Studio album by Gravediggaz
- Released: September 16, 1997
- Studio: Ameraycan Studios, North Hollywood, CA; Firehouse Studios, NY; Paul's Coffee Shop; Unique Recording, NY; Wu Mansion, NJ;
- Genre: East Coast hip hop; horrorcore;
- Length: 59:38
- Label: Gee Street/V2/BMG Records 63881-32501
- Producer: RZA (also exec.); Neil Robertson (exec.); 4th Disciple; True Master; Poetic; Darkim Be Allah; Frukwan; Prince Paul;

Gravediggaz chronology
| The Hell E.P. (1995) | The Pick, the Sickle and the Shovel (1997) | Nightmare in A-Minor (2002) |

= The Pick, the Sickle and the Shovel =

The Pick, the Sickle and the Shovel is the second studio album by hip hop supergroup Gravediggaz. Released on September 16, 1997, via Gee Street, V2 and BMG Records, the album has a more socially conscious sound and is considerably calmer than its predecessor; it features heavy production input by the RZA and his production team the Wu Elements.

In contrast to the group's debut album, Prince Paul had less involvement in the production of this album.

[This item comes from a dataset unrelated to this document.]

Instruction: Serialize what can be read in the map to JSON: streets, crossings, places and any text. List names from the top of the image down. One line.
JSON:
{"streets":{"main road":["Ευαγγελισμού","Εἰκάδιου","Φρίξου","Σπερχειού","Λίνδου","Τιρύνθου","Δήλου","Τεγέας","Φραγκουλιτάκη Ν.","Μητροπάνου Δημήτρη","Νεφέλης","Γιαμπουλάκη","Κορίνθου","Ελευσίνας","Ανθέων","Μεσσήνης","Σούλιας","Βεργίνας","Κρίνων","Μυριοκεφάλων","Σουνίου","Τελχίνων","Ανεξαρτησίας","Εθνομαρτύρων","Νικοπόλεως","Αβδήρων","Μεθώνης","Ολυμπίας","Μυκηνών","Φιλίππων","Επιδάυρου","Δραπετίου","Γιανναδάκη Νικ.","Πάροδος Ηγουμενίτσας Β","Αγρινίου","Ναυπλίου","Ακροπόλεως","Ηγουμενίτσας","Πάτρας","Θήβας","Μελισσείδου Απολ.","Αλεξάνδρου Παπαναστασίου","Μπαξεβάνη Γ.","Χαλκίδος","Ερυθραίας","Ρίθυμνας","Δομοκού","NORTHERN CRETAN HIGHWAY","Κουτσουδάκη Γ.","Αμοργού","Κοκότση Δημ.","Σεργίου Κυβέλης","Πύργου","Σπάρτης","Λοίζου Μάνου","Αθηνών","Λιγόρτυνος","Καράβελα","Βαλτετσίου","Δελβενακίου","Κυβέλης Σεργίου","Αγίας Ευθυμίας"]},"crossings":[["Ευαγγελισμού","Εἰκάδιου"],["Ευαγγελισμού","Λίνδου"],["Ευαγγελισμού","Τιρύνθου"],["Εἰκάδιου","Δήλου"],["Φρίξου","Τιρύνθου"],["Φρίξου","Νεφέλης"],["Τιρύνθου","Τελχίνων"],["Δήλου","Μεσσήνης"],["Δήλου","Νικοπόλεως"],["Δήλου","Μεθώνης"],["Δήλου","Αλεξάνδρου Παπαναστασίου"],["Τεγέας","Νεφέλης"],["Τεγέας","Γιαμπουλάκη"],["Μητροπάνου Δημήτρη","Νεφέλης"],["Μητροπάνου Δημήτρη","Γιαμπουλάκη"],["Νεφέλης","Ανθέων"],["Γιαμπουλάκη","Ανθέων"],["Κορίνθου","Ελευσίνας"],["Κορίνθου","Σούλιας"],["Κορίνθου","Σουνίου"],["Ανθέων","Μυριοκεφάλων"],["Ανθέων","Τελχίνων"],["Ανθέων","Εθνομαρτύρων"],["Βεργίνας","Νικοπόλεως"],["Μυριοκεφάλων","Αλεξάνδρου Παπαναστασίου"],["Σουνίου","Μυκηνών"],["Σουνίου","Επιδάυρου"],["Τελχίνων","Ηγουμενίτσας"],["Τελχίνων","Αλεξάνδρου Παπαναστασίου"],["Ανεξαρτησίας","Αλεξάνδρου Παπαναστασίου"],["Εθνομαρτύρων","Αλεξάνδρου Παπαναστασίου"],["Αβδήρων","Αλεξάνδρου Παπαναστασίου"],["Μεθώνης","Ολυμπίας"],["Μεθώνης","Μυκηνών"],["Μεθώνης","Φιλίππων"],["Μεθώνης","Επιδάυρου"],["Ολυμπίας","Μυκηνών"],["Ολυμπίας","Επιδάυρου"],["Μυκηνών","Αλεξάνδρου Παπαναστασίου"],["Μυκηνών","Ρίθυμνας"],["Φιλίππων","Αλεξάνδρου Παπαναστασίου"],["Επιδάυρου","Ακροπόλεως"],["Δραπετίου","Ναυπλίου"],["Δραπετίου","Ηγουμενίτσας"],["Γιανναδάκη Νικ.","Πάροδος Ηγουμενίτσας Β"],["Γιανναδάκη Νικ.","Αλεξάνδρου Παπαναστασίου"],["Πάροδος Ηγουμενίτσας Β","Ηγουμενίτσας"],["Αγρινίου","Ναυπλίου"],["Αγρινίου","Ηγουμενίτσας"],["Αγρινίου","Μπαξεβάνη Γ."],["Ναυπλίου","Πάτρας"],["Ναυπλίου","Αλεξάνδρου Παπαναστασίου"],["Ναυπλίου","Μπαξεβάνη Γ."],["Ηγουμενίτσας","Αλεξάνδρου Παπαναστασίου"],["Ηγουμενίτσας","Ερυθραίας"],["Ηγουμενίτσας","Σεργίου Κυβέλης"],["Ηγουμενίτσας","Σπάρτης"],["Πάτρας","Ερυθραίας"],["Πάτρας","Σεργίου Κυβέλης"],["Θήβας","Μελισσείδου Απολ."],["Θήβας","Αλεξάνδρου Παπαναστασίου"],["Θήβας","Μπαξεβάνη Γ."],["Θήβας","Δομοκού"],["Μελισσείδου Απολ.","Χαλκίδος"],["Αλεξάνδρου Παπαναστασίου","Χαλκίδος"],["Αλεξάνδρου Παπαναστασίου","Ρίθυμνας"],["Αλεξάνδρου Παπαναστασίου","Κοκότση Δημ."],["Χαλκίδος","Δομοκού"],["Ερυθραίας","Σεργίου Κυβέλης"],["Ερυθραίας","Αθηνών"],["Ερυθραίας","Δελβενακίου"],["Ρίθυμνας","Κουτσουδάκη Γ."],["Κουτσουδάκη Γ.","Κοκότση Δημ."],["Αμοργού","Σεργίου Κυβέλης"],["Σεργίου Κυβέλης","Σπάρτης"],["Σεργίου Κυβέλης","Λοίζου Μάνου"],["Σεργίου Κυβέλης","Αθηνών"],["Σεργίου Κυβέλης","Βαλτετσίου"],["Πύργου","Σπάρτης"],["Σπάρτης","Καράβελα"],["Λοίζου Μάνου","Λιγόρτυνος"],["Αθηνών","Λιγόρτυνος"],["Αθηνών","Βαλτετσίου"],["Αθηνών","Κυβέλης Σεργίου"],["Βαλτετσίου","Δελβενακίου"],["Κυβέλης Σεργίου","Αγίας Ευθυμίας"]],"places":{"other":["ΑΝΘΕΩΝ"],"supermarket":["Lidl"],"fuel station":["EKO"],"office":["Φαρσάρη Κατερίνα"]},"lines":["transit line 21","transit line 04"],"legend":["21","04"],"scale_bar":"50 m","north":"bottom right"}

He did produce the outro and the skit preceding "Hidden Emotions." He was still billed as an official member of the group, however, and appeared on the cover and inserts of the album.

Two singles were released from the album, "Dangerous Mindz" and "The Night the Earth Cried," though neither made it to the Billboard charts.

==Critical reception==

Spin called the album a "fanciful dystopia," writing that "each rap suggests a creative act of desperation."

Rolling Stone (9/18/97, p. 104) – 3 stars (out of 5) – "...an exotic, multilayered soundscape that is often melancholic, but also melodic....the Gravediggaz deliver plenty to sink your pick into."

Entertainment Weekly (10/31/97, p. 108) – "...guest rappers Killah Priest, Omen, and Hell Razor spin oblique horror stories from ghetto hell over bruising beats by RZA and Prince Paul." – Rating: B

Vibe (11/97, p. 149) – "This second offering from Gravediggaz...finds the Wu-Tang boardsman moving away from production and immersing himself fully in the power of words....RZA is a master MC."

Option (11-12/97, p. 100) – "Individually, it seems the Gravediggaz are trying to outdo each other (and every other MC) by writing and rapping denser, more complex rhymes than anybody....they maintain remarkable flow."

Melody Maker (09/13/97, p. 50) – "...machetes injustice, decapitates the real criminals, and burys the lot of 'em in a festering, snake-filled pit."

Rap Pages (11/97, p. 110) – "There's a lifetime supply of meta-force wordplay for the heads, enough braggadocio for the hard-core and plenty of hooks for the pop quadrant."

Professional ratings
Review scores
| Source | Rating |
| AllMusic | Star |
| Christgau's Consumer Guide | (neither) |
| Entertainment Weekly | B |
| NME | 8/10 |
| Pitchfork | 6.5/10 |
| Rolling Stone | Star |
| The Source | Star |
| Spin | 7/10 |

== Track listing ==
Track listing information is taken from the official liner notes.

Notes
- "Fairytalez" features background vocals by Kelis Rogers.
- "What's Goin' On" features background vocals by Blue Raspberry.

Samples
- "Unexplained" contains a sample of "Wild Flower" by New Birth.
- "Fairytalez" contains a sample of "Themes From Montreal Olympics" by The Salsoul Orchestra.
- "Never Gonna Come Back" contains a sample of "Love Serenade" by Barry White.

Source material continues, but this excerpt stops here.